Low income high school graduates are less likely to enroll in four-year colleges than their more advantaged peers. When they do enroll, they are more likely to choose colleges with low graduation rates and higher costs, increasing their risk of leaving college without a degree and with substantial debt. Such decision-making may be driven in part by a lack of information about the full range of college options that are available to students. We study the potential for intensive college counseling to remedy this informational barrier and improve students’ college choices. Capitalizing on an arbitrary cut-off in the admissions criteria for Bottom Line, an college advising program in Massachusetts, we use a regression discontinuity design to estimate the effect of intensive advising on students’ college choices as well as on their overall enrollment and persistence in college. We find that intensive college advising substantially shifts towards one of the four-year colleges encouraged by the program and away from institutions the program discourages.
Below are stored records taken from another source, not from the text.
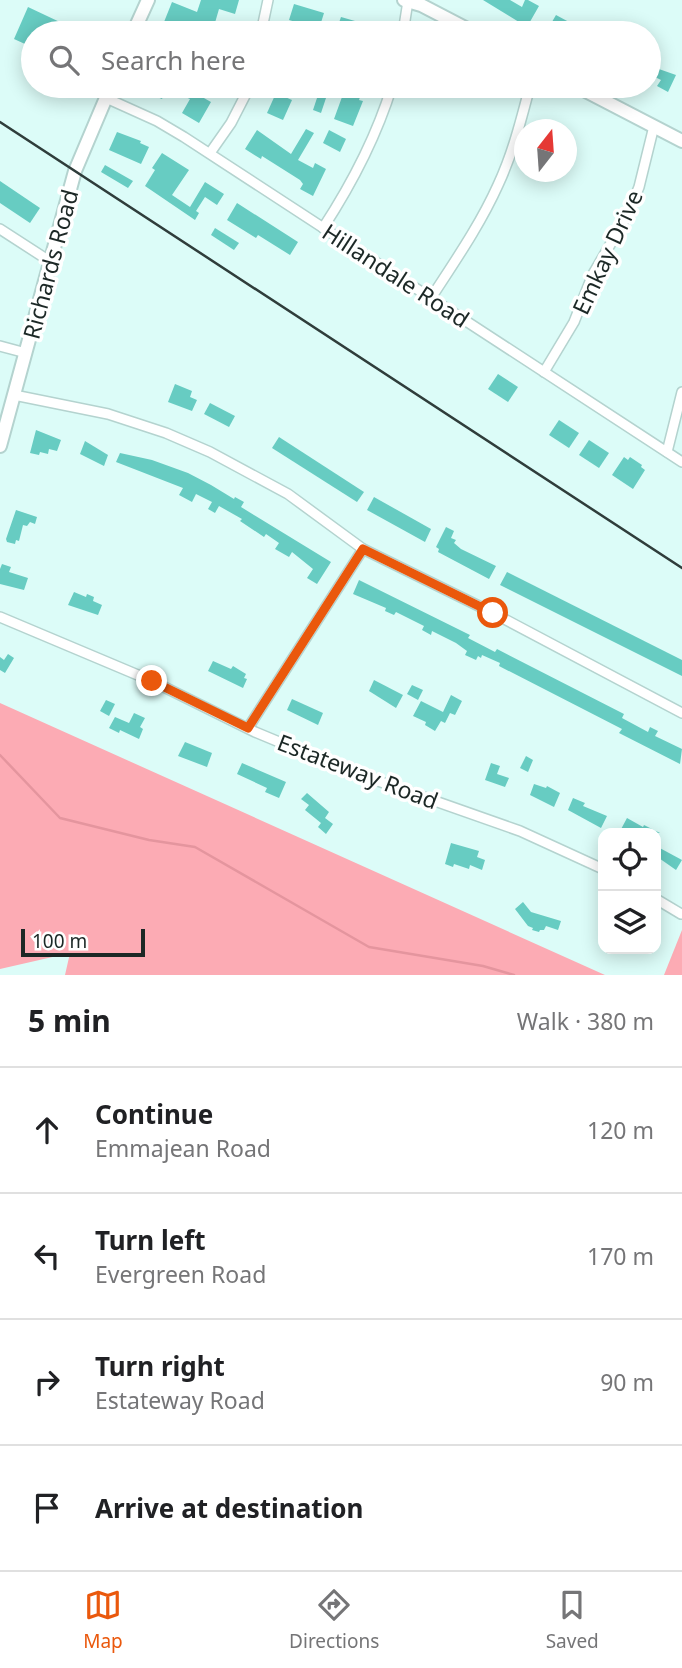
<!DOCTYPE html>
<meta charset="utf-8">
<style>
:root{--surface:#fff;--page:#f2f2f2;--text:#202124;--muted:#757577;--line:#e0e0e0;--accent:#ea580c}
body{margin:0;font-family:"Noto Sans",sans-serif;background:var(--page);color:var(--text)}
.controls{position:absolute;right:21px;bottom:21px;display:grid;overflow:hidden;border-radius:14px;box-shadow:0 4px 18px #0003}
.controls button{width:63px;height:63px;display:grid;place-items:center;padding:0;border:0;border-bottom:2px solid var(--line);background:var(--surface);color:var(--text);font:35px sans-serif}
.compass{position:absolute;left:514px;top:119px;width:63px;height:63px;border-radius:50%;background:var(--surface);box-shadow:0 4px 18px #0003;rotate:17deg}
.scale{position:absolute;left:21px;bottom:18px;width:124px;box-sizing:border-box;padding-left:7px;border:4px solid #1c2826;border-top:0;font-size:19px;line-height:24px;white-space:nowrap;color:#1c2826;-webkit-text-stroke:5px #fff;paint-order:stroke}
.stop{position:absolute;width:21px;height:21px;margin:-16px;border:5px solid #ea580c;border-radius:50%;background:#fff}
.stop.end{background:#ea580c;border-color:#fff;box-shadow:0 2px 7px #0008}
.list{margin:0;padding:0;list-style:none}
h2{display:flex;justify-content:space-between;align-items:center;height:91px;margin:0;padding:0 28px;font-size:30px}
h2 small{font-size:23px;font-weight:400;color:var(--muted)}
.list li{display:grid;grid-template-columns:46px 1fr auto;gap:21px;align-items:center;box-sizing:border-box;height:126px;padding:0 28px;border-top:2px solid var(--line)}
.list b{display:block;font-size:26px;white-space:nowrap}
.list p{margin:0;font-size:23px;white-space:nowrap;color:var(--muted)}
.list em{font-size:23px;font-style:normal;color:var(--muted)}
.icon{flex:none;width:38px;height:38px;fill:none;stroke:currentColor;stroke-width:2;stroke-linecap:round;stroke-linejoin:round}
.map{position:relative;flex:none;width:682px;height:975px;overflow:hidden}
.search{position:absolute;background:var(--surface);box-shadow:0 4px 18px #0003;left:21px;right:21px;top:21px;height:77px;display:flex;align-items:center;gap:18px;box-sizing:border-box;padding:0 24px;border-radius:38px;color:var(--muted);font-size:26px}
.sheet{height:595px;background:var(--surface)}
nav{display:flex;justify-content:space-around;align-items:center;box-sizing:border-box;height:98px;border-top:2px solid var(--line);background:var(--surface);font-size:19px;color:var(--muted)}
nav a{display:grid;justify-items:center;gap:4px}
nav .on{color:var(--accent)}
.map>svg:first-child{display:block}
</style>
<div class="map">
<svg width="682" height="975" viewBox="0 0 682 975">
<rect width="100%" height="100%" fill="#dcfcf8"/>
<g fill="#fcabb4">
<polygon points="0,703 605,975 65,975 70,953 0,969"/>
<polygon points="682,930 682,975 664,975"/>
</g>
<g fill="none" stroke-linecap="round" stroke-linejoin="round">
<polyline stroke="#e4959e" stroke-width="2.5" points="0,755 60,818 149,840 195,847 369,947 483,966 514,975"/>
</g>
<g fill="#67ccc2">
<polygon points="201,0 239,0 235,14 219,9 212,33 183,27 181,33 177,33 162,27 172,2 197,12"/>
<polygon points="483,0 510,0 522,7 525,0 528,0 539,6 527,27"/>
<polygon points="294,4 324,13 319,29 289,20"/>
<polygon points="28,7 64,24 60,33 33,33 33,44 26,41 25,44 14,39"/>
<polygon points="556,15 569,22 566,28 576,33 559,33 549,27"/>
<polygon points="341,17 376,27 375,33 345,33 336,31"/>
<polygon points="656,68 676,75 668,92 657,86 661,80 653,76"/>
<polygon points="130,86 190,86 188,89 211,102 199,123 182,113 190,99 166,89 162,99"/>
<polygon points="321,86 330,86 321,113 313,110"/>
<polygon points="346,86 364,86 359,100 363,101 353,126 334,119"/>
<polygon points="276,93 292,100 283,120 267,113"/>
<polygon points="306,129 314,133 298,160 313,168 315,163 326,169 313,196 300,189 303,184 300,180 262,156 261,159 245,149 257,130 291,154"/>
<polygon points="329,130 346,139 340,152 323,143"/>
<polygon points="117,132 141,141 140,143 149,147 141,164 109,150"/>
<polygon points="162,153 189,170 172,195 190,207 205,182 224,194 217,205 205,197 196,211 199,213 195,220 145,186 155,170 152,168"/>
<polygon points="105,165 133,181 128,188 101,172"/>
<polygon points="0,181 40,208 30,223 0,203"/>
<polygon points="237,203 298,242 290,255 258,235 256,238 227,220"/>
<polygon points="215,228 239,243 234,250 211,235"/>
<polygon points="498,374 518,387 508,402 488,389"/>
<polygon points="175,384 192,391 190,397 197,400 192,411 168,402"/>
<polygon points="210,403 235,416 229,427 204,414"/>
<polygon points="559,420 579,433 569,448 549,435"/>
<polygon points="36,430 61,440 57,451 49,449 48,454 40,452 39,455 30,453"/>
<polygon points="279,437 364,492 357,502 272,448"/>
<polygon points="589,440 609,453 599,468 579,455"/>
<polygon points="85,441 108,455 104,466 80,454"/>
<polygon points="120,453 152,460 188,473 211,485 234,499 235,497 244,502 241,507 331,562 317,584 307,578 313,569 292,552 289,557 275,549 279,543 266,534 264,537 240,521 242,519 219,506 215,513 208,509 212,502 196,494 192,502 179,495 183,488 116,462"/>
<polygon points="624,457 628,460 630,457 642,465 641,467 645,470 633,489 612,475"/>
<polygon points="374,497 431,529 425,542 367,510"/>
<polygon points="16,510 37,517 35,524 30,522 27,526 23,525 19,541 16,540 15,544 7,542 6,539"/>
<polygon points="446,527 454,531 451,538 456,540 454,543 461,549 496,566 489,579 438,552 439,549 436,547"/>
<polygon points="2,564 11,567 9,572 28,578 24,590 0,584 0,569"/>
<polygon points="507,572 682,660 682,676 500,585"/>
<polygon points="359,580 470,635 468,638 495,652 497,649 624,714 622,718 648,732 650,727 658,731 655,736 682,749 680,764 619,733 622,729 499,666 500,663 482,655 481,658 478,656 476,660 465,655 467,651 456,643 432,631 431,635 422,630 424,626 396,612 394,615 385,611 386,608 353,594"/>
<polygon points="74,592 86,597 87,594 94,597 93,601 102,605 98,615 68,605"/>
<polygon points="8,654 14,658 5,673 0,670 0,657 4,660"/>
<polygon points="213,661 231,669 233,666 246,674 244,678 247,679 243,688 208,671"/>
<polygon points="374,680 403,695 396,708 369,691"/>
<polygon points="412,685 423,690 418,700 407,694"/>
<polygon points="451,695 462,701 455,715 450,713 445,723 441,721 435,731 425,725 426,722 413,716 421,701 443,712"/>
<polygon points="292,699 323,713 318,725 287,710"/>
<polygon points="106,700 115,704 109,716 100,711"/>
<polygon points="134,713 145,718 140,727 143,729 139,739 120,730 119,733 109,728 115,717 129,723"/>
<polygon points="185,742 212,753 207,767 178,756"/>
<polygon points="526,756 533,760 528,772 520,768"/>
<polygon points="242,763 286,782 279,798 265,792 267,788 237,774"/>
<polygon points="491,763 500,766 497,774 509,778 505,787 485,780"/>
<polygon points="534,784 546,788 547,786 560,793 554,807 530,795"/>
<polygon points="307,793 329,812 325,818 333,824 326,834 318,827 321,823 305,810 309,805 301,799"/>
<polygon points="573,798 585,803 583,806 607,816 601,828 568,810"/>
<polygon points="627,818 643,827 644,825 660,833 619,833"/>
<polygon points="451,843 479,851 477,857 485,860 482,870 470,865 469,869 454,864 453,867 445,864"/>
<polygon points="656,846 682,860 676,870 656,856"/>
<polygon points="523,902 531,912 561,921 558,930 546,926 544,930 540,930 539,932 532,930 533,928 528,926 515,909"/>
</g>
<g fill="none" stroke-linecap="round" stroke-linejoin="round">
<defs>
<g id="street">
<polyline points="261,33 268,0"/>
<polyline points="403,33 408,1"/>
<polyline points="106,98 157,121 184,137 682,462"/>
<polyline points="210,153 231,123 250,86"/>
<path d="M 323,228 C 353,182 376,138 392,86"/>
<polyline points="0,229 51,262"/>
<path d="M 431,298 C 455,261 480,225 498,185 C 513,153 521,120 530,86"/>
<polyline points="0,346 26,353"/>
<polyline points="544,372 574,322 593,274 628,214 639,187 654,126"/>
<polyline points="14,395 108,414 166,433 210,452 288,494 363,549 493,613 682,713"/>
<polyline points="667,452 682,392"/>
<polyline points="0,617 152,681 255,732 344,769 520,831 603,869"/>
<polyline points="248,728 363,549"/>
<polyline points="656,899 681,914"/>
</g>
<g id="secondary">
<polyline points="404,0 421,5 475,33"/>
<polyline points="133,33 148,0"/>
<polyline points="576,86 682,141"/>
<polyline points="0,446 75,171 111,86"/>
</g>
</defs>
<use href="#street" stroke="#b4d3cf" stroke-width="12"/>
<use href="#secondary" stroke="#b4d3cf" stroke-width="16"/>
<use href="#street" stroke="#fff" stroke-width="9"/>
<use href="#secondary" stroke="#fff" stroke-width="12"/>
<polyline stroke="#2f3d3b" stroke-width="2.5" points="0,122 682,568"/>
</g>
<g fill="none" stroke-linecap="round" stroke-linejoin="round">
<polyline stroke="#ea580c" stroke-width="9" points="152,681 248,728 363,549 493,613"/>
</g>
<g text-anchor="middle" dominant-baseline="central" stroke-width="7" stroke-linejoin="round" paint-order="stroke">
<g font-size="23" fill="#1c2826" stroke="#fff">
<text transform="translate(607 252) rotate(-65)">Emkay Drive</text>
<text transform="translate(50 264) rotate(-75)">Richards Road</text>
<text transform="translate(396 275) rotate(33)">Hillandale Road</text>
<text transform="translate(358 771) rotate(21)">Estateway Road</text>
</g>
</g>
</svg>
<div class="controls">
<button><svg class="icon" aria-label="locate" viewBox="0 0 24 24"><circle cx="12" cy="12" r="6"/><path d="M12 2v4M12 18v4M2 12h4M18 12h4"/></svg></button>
<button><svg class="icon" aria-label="layers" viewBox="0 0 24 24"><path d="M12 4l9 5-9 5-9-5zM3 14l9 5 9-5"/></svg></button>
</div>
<svg class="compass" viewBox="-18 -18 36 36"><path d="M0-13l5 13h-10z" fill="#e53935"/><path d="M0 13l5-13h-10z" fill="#757577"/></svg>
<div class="scale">100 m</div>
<div class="stop" style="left:493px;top:613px"></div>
<div class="stop end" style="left:152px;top:681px"></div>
<div class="search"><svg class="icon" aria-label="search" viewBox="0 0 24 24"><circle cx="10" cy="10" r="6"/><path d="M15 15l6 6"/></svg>Search here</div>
</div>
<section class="sheet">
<h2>5 min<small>Walk · 380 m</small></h2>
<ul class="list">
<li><svg class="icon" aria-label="ahead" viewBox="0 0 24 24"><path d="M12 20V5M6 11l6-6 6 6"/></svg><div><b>Continue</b><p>Emmajean Road</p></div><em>120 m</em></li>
<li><svg class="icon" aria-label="left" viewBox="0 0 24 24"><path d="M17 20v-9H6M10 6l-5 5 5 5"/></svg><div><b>Turn left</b><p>Evergreen Road</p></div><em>170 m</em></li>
<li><svg class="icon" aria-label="right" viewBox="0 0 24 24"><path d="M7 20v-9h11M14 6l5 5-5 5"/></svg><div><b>Turn right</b><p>Estateway Road</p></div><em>90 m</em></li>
<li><svg class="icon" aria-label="arrive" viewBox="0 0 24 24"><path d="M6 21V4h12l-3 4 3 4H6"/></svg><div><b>Arrive at destination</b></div></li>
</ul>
</section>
<nav>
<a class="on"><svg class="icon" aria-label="map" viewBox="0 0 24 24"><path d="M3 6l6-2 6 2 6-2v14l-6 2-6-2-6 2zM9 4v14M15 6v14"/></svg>Map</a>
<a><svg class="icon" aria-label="directions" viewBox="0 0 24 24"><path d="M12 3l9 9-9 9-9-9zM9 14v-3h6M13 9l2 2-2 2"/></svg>Directions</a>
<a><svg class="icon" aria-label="saved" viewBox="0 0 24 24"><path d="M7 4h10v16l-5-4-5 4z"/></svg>Saved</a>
</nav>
This effect is particularly strong for students from families where English is not the first language, and for whom the informational barriers may be particularly constraining. This shift in enrollment reduces the average net price of the institutions students are attending, likely lowering their financial burden. Finally, we see suggestive evidence of increases in overall four-year college enrollment and persistence through the first two years of college. We argue that this evidence indicates that intensive college advising can generate large impacts on college enrollment decisions and may improve persistence and, ultimately, degree completion.

Citation

Castleman, Benjamin, and Joshua Goodman. "Intensive College Counseling and the College Enrollment Choices of Low Income Students." HKS Faculty Research Working Paper Series RWP14-031, July 2014.